- 37°51′36″S 144°59′33″E﻿ / ﻿37.8600°S 144.9924°E
- Location: 10 Chapel Street, St Kilda East, Victoria, Australia

Commonwealth Heritage List
- Official name: Artillery Orderly Room / Drill Hall
- Type: Listed place (Historic)
- Designated: 22 June 2004
- Reference no.: 105175

= St Kilda Artillery Orderly Room and Drill Hall =

St Kilda Artillery Orderly Room and Drill Hall is a heritage-listed military installation at 10 Chapel Street, St Kilda East, Victoria, Australia. It was added to the Australian Commonwealth Heritage List on 22 June 2004.

== Description ==
As with all orderly rooms built at this time, the St Kilda East building is of weatherboard construction with corrugated iron roofs. The roof is mainly gabled over the main building, with skillions over rear office areas, and a hipped roof end at the north west of the building. Windows are a combination of double-hung twelve-pane sashes, and casements. Doors are four-panel solid timber, and there are roller doors on the southern side. Porches, gables, window surrounds, a string course connecting window heads on the main facade, and the massing of the structure provide the visual interest to what is otherwise a large, plain building. The closely linked group of three upper windows on the main facade is unusual. There are vents to the gable facades. Unlike the other orderly rooms built in the 1880s, with the exception of Carlton (1888), St Kilda has metal roof trusses allowing a wider roof span and hence hall width. The original side wings are slightly different to each other, avoiding a monotonous rigid symmetry.

The other buildings include the 1889 residence which is weatherboard with a hipped and gabled roof, 1935 brick offices/classrooms, 1935 brick garages, a c. Second World War store clad with asbestos-cement sheeting, a small garden store, a small brick flammable store, an early 1900s store clad with weatherboards, an iron-clad store, and a 1915 store/toilet clad with weatherboards.

The orderly room/drill hall is one of 439 such buildings erected in Australia. Of these, 142 are known to survive, and of these 46 are in Victoria. Some others built around the time of St Kilda are as follows. Fort Queenscliff, 1882–83, is more modest. East Melbourne and Richmond, 1860s, were later added to. Ballarat's, like St Kilda's, is large. Bendigo, built 1880s, is now substantially altered. Castlemaine, 1889, is similar to St Kilda. Geelong, 1899, is more decorative. Kyneton, built 1903, is restrained and austere.

The St Kilda building is the largest surviving nineteenth century timber drill hall in metropolitan Melbourne and is a very good example of its type. It also helps to illustrate the function of a militia field artillery drill hall of the late nineteenth century. Whereas regular forces had parade grounds, citizen forces had to train mainly at night and needed shelter and light. The place is distinctive too for the unusual attached gun park.

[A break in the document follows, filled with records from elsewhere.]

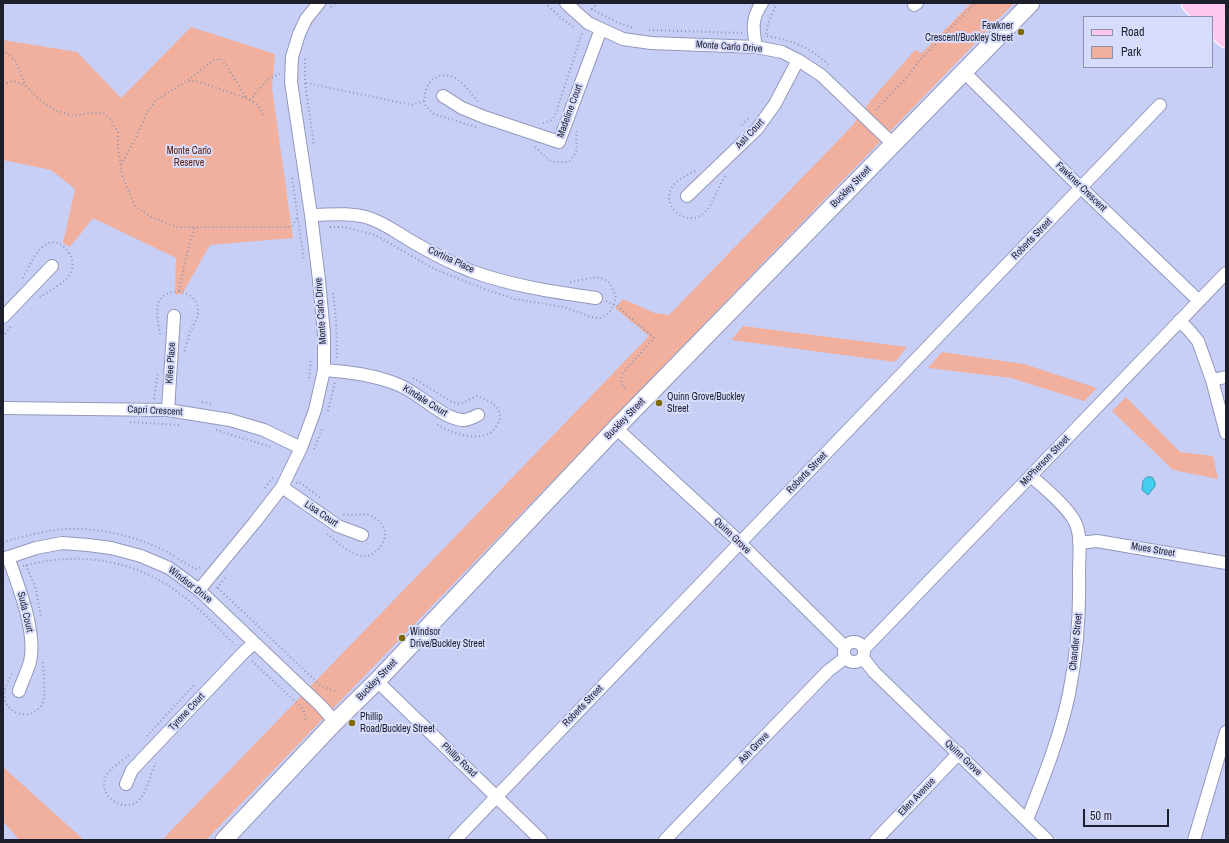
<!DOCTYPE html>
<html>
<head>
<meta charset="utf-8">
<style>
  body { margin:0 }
  #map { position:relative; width:1229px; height:843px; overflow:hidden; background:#c8cff6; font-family:"Archivo Narrow",sans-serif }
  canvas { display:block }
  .frame { position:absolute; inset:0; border:4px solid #1d1f2d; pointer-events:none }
  .legend { position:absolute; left:1083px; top:16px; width:130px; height:52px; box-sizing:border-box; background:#d7dcfc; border:1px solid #8d90a9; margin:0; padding:5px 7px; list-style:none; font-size:12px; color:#1d1f2d }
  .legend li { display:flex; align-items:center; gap:8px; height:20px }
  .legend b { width:20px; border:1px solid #8d90a9 }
  .scale { position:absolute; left:1083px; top:809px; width:86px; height:18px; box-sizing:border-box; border:2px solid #1d1f2d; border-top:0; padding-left:5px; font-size:12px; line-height:14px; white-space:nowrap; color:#1d1f2d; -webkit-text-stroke:3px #d7dcfc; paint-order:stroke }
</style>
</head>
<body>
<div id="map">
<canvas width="1229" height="843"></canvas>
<div class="frame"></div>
<ul class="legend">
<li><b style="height:5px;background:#fdc7ee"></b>Road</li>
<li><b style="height:11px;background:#f0b09d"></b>Park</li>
</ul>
<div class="scale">50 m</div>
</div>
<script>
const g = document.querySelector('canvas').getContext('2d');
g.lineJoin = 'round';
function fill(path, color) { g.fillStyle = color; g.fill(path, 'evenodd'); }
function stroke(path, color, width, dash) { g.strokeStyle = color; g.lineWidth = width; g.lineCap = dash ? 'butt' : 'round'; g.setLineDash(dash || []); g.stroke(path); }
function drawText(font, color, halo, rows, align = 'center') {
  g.font = font + ' "Archivo Narrow",sans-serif'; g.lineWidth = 4; g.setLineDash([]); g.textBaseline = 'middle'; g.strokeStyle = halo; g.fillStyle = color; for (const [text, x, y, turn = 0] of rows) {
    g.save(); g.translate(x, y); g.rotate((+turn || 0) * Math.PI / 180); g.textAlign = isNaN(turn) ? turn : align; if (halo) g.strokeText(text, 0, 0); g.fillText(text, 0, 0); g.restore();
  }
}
const green = new Path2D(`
  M971,3H1014L206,840H162L649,336L615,308L623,299L655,313L669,315L852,126L871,100L915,50L922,53Z
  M191,27L275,54L272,88L293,238L210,245L182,294H175L176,258L93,218L70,247L63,243L75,189L51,170L3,160V40L77,52L121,98Z
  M743,326L907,347L895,362L731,340Z
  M942,352L1024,364L1097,388L1084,401L1011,378L928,368Z
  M1126,397L1180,452L1213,456L1218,479L1173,470L1112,411Z
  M3,767L84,840H19L3,821Z`);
const water = new Path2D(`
  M1147,477H1152L1155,482V486L1148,495L1142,490L1143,481Z`);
const path = new Path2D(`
  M545,3L562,19L575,28
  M331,7L335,3
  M591,9L619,23L633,28
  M592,9L598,3
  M649,30L743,33
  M766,34L769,21L777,3
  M767,36C794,41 810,47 830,66
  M3,50L16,61L25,85
  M305,59V83L314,146
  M188,80L214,60L221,59L227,66L246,98
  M306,83L412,105L424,101
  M3,84L14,81L26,86L39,99L54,110L74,116L89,113H103L110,119L118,132V146L122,175L135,206L151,217L177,227H292L298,216
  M250,100L269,78L280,74
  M876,110L911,73L918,62L975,3
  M543,123L552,120L556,113L582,33
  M742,125L750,117
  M476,127L434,114L426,107C420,90 433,69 453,77C463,81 471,94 478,101
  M535,147L549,160L555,162H569C582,146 574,148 577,131
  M121,165L136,137L148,111L156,100L187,81H196L246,98L258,105L264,117
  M695,171C687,175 677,180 672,187C660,207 688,228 704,213C714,204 717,187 726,176
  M292,178L304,261
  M330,227H345L375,235L434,269L487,290L515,299L564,307L591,317L600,318L609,313L614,304L616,297L610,283L604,279L597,277L570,282
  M23,278C29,266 35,252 45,245C60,234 81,260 69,276C62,285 48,291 39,298
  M179,291L185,261L194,228
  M333,293L336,320L337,360
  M606,301L617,306L654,338L622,374C621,381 621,385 626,390
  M160,334C159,325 154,309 160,300C170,285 196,291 198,309C199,318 193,325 190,332C188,339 186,346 184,353
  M3,337L11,326
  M309,378L311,358
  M413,378L452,402L460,404L477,396C488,400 504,407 499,421C497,425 495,430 490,433C475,441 451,434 437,424
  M154,399L158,372
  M202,402L213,404
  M328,411L335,382
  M130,422L180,425
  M216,430L271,447
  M314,449L323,427
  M296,483L299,482L322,499
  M265,488L273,477
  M327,534C337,542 350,555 364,556C374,557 386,544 385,533C385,528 380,521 375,518C366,511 353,517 342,514
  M3,542C25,536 49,529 72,529C104,528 147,539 174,556
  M178,559L196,569L202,567
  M26,565L36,589L41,618
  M23,566C74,552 128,558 172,588C196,604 215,625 235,645
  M217,588L225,578
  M218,588L321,686L335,691
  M252,661L303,709L306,721
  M12,674C9,680 4,688 4,695C5,716 35,722 43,702C46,695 43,671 43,662
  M147,736L194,685
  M129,755C122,761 110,768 106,776C96,797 127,816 141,798C147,790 150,776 154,766L156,763`);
const minor = new Path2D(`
  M566,3L588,23L623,39L651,43L756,47L782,52L798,60L821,75L893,144
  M914,5L917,3
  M756,47C753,29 751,19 762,3
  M964,72L1073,180L1199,301
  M443,96L462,108L484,117L559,142L601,29
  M687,196L757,129L775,104L798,60
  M311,215C329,215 348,212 366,217C383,222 396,232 411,241C430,252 451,263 471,271C512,286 554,292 596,298
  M3,317L52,266
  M1179,321L1188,329L1198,341L1212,380L1226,433
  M324,370C350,372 375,375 399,385C419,393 444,420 464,420C468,420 474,417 478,415
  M1212,380L1226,377
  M3,408L168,410L230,420L264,430L301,448
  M168,410L174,316
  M616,428L732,535L845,647
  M282,487L338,526L362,535
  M1079,543L1097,541L1226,563
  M8,557C18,585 37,632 30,662C27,672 22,682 19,691
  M3,559L36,548L62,543L88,545L111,548L141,556L169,568L199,590L321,706L335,722
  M199,590L255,522L282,487L301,448L315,410L324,370V334L319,280L311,215L291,82L292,57L299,34L306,19L319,3
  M844 652a10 10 0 1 1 20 0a10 10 0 1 1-20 0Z
  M864,649L1226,273
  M863,658L874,672L1047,840
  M377,681L541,840
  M126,784L132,770L243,653L254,643
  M1027,820C1043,779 1060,737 1069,694C1077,654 1080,614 1079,573C1079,557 1082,536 1075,522C1067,506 1044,488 1031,476
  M455,840L1160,105
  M665,840L828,671L845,658
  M876,840L959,753
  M1194,840L1226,732`);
const secondary = new Path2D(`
  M224,840L335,722L377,681L616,428L1031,3`);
const primary = new Path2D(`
  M1191,3L1205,17
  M1216,3L1226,13
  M1212,24L1226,38`);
const markers = [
  [1021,32,4,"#7d6c06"],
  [659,403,4,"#7d6c06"],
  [402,638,4,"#7d6c06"],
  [352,723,4,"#7d6c06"]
];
const poiNames = [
  ["Fawkner",1013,26,"right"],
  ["Crescent/Buckley Street",1013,38,"right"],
  ["Quinn Grove/Buckley",667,397],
  ["Street",667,409],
  ["Windsor",410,632],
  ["Drive/Buckley Street",410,644],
  ["Phillip",360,717],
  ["Road/Buckley Street",360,729]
];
const streetNames = [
  ["Monte Carlo Drive",729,47,4],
  ["Madeline Court",570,111,-70],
  ["Asti Court",750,134,-47],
  ["Buckley Street",851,187,-46],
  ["Fawkner Crescent",1081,187,44],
  ["Roberts Street",1032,239,-46],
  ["Cortina Place",451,260,25],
  ["Monte Carlo Drive",321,311,-94],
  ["Kilee Place",171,363,-86],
  ["Kindale Court",425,401,32],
  ["Capri Crescent",155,411,3],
  ["Buckley Street",625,419,-46],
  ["McPherson Street",1045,461,-46],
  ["Roberts Street",807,473,-46],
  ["Lisa Court",321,514,34],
  ["Quinn Grove",732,536,44],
  ["Mues Street",1153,550,10],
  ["Windsor Drive",190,585,38],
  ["Suda Court",25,612,77],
  ["Chandler Street",1076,642,-84],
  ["Buckley Street",377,680,-46],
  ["Roberts Street",583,706,-46],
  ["Tyrone Court",187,712,-47],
  ["Ash Grove",754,748,-46],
  ["Quinn Grove",963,758,44],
  ["Phillip Road",459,760,44],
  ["Ellen Avenue",917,797,-46]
];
const parkNames = [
  ["Monte Carlo",189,151],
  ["Reserve",189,163]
];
fill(green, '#f0b09d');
fill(water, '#43cdee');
stroke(water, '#3899b4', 1);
stroke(minor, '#9298bd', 14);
stroke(secondary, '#9298bd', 19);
stroke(primary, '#fff', 21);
stroke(path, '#9095b4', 2, [1, 3]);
stroke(minor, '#fff', 12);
stroke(secondary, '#fff', 17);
stroke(primary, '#fdc7ee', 19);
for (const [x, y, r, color] of markers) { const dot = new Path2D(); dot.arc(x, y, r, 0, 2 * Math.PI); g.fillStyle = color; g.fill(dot); stroke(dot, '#d7dcfc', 1.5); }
drawText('10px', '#1d1f2d', '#d7dcfc', poiNames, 'left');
drawText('10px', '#1d1f2d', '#d7dcfc', streetNames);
drawText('10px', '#602412', '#d7dcfc', parkNames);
</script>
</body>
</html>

The building is part of a group of important churches and other buildings in a significant urban area, and thus it contributes to the local streetscape.

=== Condition ===

The main building and outbuildings are apparently externally intact and in good condition, except that the gable timber decoration has been lost. The building may have been painted relatively recently. (July 2002)

== Heritage listing ==
The Artillery Orderly Room/Drill Hall, dating from 1889, is historically significant. It is associated with the development of military forces in Victoria during the nineteenth century, the Sargood reforms in Victoria during the 1880s and the evolution of paid citizen forces, and the long period following Commonwealth assumption of responsibility for defence matters.

The building helps to reflect the experience of citizen forces. Whereas regular personnel had parade grounds, citizen forces had to train mainly at night and required large, covered spaces providing shelter and light. Consequently, the building illustrates the function of a militia field artillery orderly room/drill hall of the late nineteenth century.

The building is the largest surviving nineteenth century timber drill hall in metropolitan Melbourne, and is significant as a representative example of a large scale building of this type. While the structure has a strong functional character, the design is brought alive by decorative window and door treatments, the string course to the main facade and the unusual linked group of upper windows, as well as the gabled extension. The metal roof trusses set it apart from many of its contemporaries, as does the attached gun park.

Further significance is added through the association with Sir Frederick Thomas Sargood. Sargood rose from a volunteer private to become a commanding officer, but more importantly he was Victoria's first Defence Minister and he introduced reforms significant to the colony's defence reorganisation. He played a range of roles in Victorian politics, and was later elected to the first Commonwealth Senate in 1901.

The Drill Hall is located in a precinct of churches and other notable buildings and it contributes to the streetscape of this significant part of Melbourne.